That’s what was throwing me off. So you’re talking about just the VMs being able to access the shared storage with MPIO or am I missing something and the hosts are still going to communicate to the SAN via shared management or something? Sorry but I’m just trying to wrap my head around this one.
No, this is not for VM connectivity. You could do that, if you were so inclined, but that’s not what I’m talking about.
The management OS gets its own set of vNICs just for iSCSI. So, before, you would have had a couple of pNICs in a team for the VMs and a couple of unteamed pNICs for iSCSI. Now you have all virtual NICs. It’s a virtual version of the common physical design.

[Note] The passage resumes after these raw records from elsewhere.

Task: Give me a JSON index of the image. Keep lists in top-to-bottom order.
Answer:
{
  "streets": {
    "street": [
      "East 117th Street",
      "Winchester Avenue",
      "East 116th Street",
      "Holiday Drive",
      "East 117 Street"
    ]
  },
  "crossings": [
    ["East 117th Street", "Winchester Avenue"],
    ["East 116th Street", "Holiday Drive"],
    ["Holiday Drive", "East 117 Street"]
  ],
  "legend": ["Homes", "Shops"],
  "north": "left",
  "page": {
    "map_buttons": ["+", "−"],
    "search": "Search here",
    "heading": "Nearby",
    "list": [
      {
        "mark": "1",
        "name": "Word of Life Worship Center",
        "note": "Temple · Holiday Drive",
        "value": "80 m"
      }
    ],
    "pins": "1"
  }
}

Ok… things are slowing coming out of the fog… so on a bare config:
– create team of pNICs
– create vSwitch using team as attachment to network
– create 2x vNICs on vSwitch on SAN vLAN
– create 1x vNIC on vSwitch on Heartbeat vLAN
– create 1x vNIC on vSwitch for Management/VMs on LAN vLAN
– configure MPIO over 2x vNICs attached to the SAN vLAN
Yep! Although the “Management/VMs” line will just be “Management”. VMs have their own vNICs and don’t need representation within the management OS 🙂
Do the 2 vNICs on the vSwitch for iSCSI, when using MPIO, need to be in separate VLANs? Same VLAN but separate IP subnets? Same VLAN and same IP subnet? I can’t seem to find a definitive answer on this for which is the better way to go, even if they all “work”.
On one hand, I could configure the Hyper-V cluster member with two iSCSI vNICs, in either the same iSCSI VLAN or separate iSCSI VLANs (is one better over the other?):
Initiator vNIC1: 10.0.10.1/24 (VLAN 10)
Initiator vNIC2: 10.0.11.1/24 (VLAN 10, or 11 if different VLANs)
Target NIC1: 10.0.10.100/24 (VLAN 10)
Target NIC2: 10.0.11.100/24 (VLAN 10, or 11 if different VLANs)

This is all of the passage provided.